Objectives Our aim was to assess the main clinical differences between HV and HSP in a wide and unselected series of adults with CV from a defined population.

Methods We reviewed the clinical records of 297 consecutive adults (age>20years) seen at a single center between January 1975 and December 2012 that were classified as having HSP or HV according to the criteria proposed by Michel et al.1.

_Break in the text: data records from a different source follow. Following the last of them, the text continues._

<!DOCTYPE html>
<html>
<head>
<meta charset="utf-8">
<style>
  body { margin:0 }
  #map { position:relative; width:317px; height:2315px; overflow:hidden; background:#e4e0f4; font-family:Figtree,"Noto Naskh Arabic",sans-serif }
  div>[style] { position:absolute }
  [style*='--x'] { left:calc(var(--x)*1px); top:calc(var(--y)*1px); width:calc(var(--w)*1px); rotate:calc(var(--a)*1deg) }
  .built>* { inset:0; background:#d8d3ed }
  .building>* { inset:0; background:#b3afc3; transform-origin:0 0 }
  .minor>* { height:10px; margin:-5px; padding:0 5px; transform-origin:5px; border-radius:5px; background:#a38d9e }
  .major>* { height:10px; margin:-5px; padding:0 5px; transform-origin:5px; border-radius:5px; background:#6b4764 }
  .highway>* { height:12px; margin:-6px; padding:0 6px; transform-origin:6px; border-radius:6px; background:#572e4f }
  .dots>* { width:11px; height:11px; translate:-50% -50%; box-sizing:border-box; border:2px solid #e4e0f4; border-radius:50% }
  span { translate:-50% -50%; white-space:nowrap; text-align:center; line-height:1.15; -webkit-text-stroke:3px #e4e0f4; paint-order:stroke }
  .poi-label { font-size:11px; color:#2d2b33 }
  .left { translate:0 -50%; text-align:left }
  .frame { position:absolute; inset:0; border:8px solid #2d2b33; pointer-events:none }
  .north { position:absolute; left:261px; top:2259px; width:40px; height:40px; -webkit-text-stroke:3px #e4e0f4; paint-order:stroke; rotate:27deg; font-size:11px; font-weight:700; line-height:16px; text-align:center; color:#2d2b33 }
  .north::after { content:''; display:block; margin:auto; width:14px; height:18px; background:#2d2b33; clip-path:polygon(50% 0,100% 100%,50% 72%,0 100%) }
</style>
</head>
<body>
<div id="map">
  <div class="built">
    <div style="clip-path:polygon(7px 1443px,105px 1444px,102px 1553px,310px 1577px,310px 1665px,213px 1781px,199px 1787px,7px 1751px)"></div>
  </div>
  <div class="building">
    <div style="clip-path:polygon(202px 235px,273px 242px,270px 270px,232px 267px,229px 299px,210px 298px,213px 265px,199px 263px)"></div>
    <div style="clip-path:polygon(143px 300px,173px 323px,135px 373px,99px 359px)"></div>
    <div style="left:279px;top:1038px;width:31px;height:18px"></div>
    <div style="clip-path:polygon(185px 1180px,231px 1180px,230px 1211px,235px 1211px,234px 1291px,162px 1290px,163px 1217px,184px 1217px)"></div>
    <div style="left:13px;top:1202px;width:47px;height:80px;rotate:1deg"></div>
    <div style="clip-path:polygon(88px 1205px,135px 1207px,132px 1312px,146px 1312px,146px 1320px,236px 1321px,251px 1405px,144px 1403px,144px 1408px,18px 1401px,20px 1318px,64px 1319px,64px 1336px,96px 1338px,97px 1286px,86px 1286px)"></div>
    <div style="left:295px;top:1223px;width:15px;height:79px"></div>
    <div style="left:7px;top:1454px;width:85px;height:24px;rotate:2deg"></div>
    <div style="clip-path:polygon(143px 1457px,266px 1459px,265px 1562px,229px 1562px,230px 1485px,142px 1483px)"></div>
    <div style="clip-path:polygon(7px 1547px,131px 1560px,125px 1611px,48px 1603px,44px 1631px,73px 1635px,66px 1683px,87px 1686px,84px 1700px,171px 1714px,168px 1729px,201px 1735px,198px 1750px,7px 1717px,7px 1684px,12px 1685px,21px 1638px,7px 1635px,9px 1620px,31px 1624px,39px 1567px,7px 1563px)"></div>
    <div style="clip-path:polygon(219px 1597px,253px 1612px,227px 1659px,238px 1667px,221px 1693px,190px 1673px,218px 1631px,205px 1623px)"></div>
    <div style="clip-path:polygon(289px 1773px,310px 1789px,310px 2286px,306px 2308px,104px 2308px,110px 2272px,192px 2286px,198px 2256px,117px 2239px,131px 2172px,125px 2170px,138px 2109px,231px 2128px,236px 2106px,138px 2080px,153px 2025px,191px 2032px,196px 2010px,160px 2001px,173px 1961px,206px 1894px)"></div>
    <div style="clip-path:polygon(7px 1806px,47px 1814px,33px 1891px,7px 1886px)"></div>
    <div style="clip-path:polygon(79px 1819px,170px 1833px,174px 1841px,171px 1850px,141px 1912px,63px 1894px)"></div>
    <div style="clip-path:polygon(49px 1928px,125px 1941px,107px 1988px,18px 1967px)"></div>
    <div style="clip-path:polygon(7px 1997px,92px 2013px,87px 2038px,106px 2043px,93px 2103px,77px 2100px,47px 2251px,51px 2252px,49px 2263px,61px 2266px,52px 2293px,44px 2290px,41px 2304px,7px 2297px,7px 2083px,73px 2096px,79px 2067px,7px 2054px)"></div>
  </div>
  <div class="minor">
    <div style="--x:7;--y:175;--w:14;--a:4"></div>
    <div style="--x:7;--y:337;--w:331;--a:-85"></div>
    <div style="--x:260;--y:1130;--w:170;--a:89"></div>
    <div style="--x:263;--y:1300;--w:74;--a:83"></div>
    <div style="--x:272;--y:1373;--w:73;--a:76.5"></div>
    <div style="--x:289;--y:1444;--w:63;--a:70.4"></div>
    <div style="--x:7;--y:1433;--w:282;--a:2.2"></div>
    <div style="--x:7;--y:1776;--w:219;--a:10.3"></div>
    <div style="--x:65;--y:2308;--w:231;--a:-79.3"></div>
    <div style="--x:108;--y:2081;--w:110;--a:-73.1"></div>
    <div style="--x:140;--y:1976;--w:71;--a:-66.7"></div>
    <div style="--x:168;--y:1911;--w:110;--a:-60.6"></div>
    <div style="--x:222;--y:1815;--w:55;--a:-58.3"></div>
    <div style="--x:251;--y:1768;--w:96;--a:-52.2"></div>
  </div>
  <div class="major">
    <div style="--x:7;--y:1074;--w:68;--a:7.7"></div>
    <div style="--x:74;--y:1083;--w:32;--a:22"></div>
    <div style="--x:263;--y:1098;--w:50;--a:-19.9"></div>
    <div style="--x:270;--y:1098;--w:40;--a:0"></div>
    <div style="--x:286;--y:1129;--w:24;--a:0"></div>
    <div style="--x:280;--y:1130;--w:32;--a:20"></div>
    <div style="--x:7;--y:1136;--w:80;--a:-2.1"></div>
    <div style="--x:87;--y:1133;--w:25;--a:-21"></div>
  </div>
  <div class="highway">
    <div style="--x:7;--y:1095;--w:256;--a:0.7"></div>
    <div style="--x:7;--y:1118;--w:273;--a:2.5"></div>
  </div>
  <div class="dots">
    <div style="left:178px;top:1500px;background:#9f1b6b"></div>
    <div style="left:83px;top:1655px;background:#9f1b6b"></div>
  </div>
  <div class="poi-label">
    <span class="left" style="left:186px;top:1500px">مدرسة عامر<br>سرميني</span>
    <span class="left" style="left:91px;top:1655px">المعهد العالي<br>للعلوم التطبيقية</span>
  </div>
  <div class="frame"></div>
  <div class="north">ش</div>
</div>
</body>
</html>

Results Based on the inclusion criteria 102 adult patients (71 men/31 women) were classified as HSP and 195 (104 men/91 women) as HV. The mean age was similar in both groups (55.8±16.5 years in HSP and 56.8±18.3 years in HV). Precipitating events, usually an upper respiratory tract infection and/or drug intake, were more frequently observed in HV. Both at the beginning of the disease and when the CV was established clinical manifestations were more frequent in patients with HSP than in those with HV. It was the case for gastrointestinal (57.4% vs. 6.8%; p<0.001), joint (51.5% vs. 36.6%; p=0.01) and renal involvement (86.3% vs. 18.3%; p<0.001). Corticosteroid (56.7% vs. 22%; p<0.001) and cytotoxic drug (19.4% vs. 3.2%; p<0.001) use was also more common in patients with HSP. After a median follow-up of 15.5 (interquartile range- IQR; 3-37) months in HSP and 4 (IQR; 2-12) months in HV, the outcome was better in HV than in HSP. In this regard, complete recovery (72.6% vs. 85.4%; p=0.01) was more commonly observed in HV while residual renal involvement (15.3% vs. 4.2%; p<0.001) was more common in HSP. The disease relapsed in 35.3% of patients with HSP and in 24.4% with HV (p=0.07).

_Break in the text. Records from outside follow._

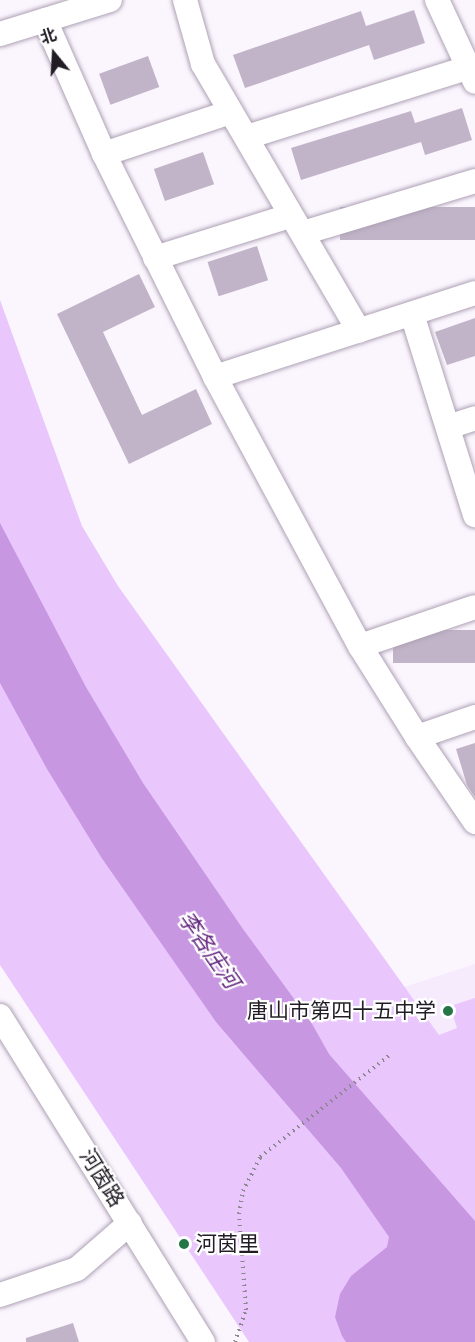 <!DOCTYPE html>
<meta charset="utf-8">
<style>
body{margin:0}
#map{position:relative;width:475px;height:1342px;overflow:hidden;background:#fbf6fe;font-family:Arial,"Noto Sans SC",sans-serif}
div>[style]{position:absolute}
.built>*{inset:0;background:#f6ebfc}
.green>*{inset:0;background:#e9c7fc}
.water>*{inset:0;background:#c897e2}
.building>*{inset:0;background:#c1b4c8;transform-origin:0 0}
.path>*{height:4px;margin-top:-2px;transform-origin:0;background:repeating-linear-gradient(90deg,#8b868e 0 1.5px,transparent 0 6px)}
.roads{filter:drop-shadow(0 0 2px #aea1b5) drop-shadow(0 0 2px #aea1b5)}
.minor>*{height:24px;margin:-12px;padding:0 12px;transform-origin:12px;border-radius:12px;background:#fff}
.dots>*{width:16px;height:16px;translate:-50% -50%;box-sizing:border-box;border:3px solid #fff;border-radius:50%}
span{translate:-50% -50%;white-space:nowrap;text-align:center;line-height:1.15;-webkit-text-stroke:4.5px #fff;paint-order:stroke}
.poi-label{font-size:21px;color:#221d25}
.right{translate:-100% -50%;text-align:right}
.left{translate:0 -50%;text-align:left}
.street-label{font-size:21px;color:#221d25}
.water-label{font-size:22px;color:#652880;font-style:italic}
.north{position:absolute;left:24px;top:24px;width:60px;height:60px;-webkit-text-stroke:4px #fff;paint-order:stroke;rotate:342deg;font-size:16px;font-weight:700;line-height:24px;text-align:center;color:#221d25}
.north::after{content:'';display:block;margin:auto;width:21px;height:27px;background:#221d25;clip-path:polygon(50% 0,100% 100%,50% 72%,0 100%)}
</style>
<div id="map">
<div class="built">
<div style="clip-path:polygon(475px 964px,475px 1085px,404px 987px)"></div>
</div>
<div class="green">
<div style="clip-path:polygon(0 300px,82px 526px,118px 586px,439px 1035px,457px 1028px,450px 1006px,475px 998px,475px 1342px,249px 1342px,0 965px)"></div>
</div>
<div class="water">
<div style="clip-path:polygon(0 523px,86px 687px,143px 783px,243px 929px,311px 1022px,329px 1054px,475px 1221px,475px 1342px,346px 1342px,342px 1336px,335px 1317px,340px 1294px,351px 1276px,387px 1247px,389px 1237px,341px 1168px,216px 1022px,101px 857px,47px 769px,0 683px)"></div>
</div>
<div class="building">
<div style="clip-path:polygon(414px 10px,425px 43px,374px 60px,369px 45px,245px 88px,233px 55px,361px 11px,366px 26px)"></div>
<div style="left:148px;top:56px;width:33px;height:52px;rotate:70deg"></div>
<div style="clip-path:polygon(462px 108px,472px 140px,425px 155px,421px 142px,301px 180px,291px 148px,411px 111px,415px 123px)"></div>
<div style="left:203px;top:152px;width:34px;height:52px;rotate:71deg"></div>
<div style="left:475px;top:207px;width:33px;height:135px;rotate:90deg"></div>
<div style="left:257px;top:246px;width:36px;height:52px;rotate:72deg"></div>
<div style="clip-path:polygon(139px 274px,155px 307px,103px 332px,142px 415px,196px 389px,212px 424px,129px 464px,57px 314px)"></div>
<div style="clip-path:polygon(475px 318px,475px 356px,447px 365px,435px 332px)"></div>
<div style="left:475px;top:630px;width:33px;height:82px;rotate:90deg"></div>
<div style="clip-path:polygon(475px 743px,475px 797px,467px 785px,456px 749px)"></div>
<div style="clip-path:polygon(73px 1323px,79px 1342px,26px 1342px,26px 1338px)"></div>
</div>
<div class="path">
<div style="left:235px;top:1342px;width:34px;rotate:-71deg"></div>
<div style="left:246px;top:1310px;width:96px;rotate:-94.2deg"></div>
<div style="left:239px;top:1214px;width:23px;rotate:-80deg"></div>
<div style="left:243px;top:1191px;width:38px;rotate:-63deg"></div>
<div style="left:260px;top:1157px;width:167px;rotate:-38.2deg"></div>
</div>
<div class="roads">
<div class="minor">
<div style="left:185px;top:0;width:66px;rotate:74.3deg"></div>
<div style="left:203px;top:64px;width:309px;rotate:59.7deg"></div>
<div style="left:437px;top:0;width:90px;rotate:65.1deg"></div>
<div style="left:45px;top:20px;width:146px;rotate:66.2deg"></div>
<div style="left:104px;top:154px;width:249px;rotate:63.5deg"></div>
<div style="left:215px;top:377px;width:306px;rotate:61.7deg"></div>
<div style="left:360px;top:646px;width:107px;rotate:57.9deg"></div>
<div style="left:417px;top:737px;width:103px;rotate:55.7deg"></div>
<div style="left:0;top:34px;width:115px;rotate:-17.2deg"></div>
<div style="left:247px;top:137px;width:231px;rotate:-17.4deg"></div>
<div style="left:104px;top:154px;width:133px;rotate:-18.4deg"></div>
<div style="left:303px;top:233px;width:180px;rotate:-16.8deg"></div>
<div style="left:155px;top:258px;width:141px;rotate:-17.3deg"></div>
<div style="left:412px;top:314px;width:211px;rotate:72.6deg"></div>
<div style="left:215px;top:377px;width:273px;rotate:-17.9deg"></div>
<div style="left:448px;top:427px;width:28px;rotate:-18deg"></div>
<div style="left:360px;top:646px;width:121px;rotate:-18.7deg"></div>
<div style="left:417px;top:737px;width:61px;rotate:-19deg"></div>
<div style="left:0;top:1016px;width:384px;rotate:58.1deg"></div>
<div style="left:0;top:1295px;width:81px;rotate:-18.7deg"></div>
<div style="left:77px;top:1269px;width:70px;rotate:-41deg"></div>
</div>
</div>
<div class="dots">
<div style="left:448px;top:1011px;background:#257646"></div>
<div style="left:184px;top:1244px;background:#257646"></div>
</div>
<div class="poi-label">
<span class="right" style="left:436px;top:1011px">唐山市第四十五中学</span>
<span class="left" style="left:196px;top:1244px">河茵里</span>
</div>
<div class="street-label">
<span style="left:102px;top:1178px;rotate:58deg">河茵路</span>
</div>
<div class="water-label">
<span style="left:209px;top:950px;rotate:55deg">李各庄河</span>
</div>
<div class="north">北</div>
</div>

Conclusions Our results confirm the claim that these two diseases presenting with similar cutaneous involvement are certainly two separate entities with greater systemic involvement and less favorable outcome in HSP.

References

  1. Michel BA, Hunder GG, Bloch DA, Calabrese LH. Hypersensitivity vasculitis and Henoch-Schönlein purpura: a comparison between the two disorders. J Rheumatol. 1992; 19: 721-728.

Acknowledgements This study was supported by a grant from “Fondo de Investigaciones Sanitarias” PI12/00193 (Spain). This work was also partially supported by RETICS Programs, RD08/0075 (RIER) and RD12/0009/0013 from “Instituto de Salud Carlos III” (ISCIII) (Spain).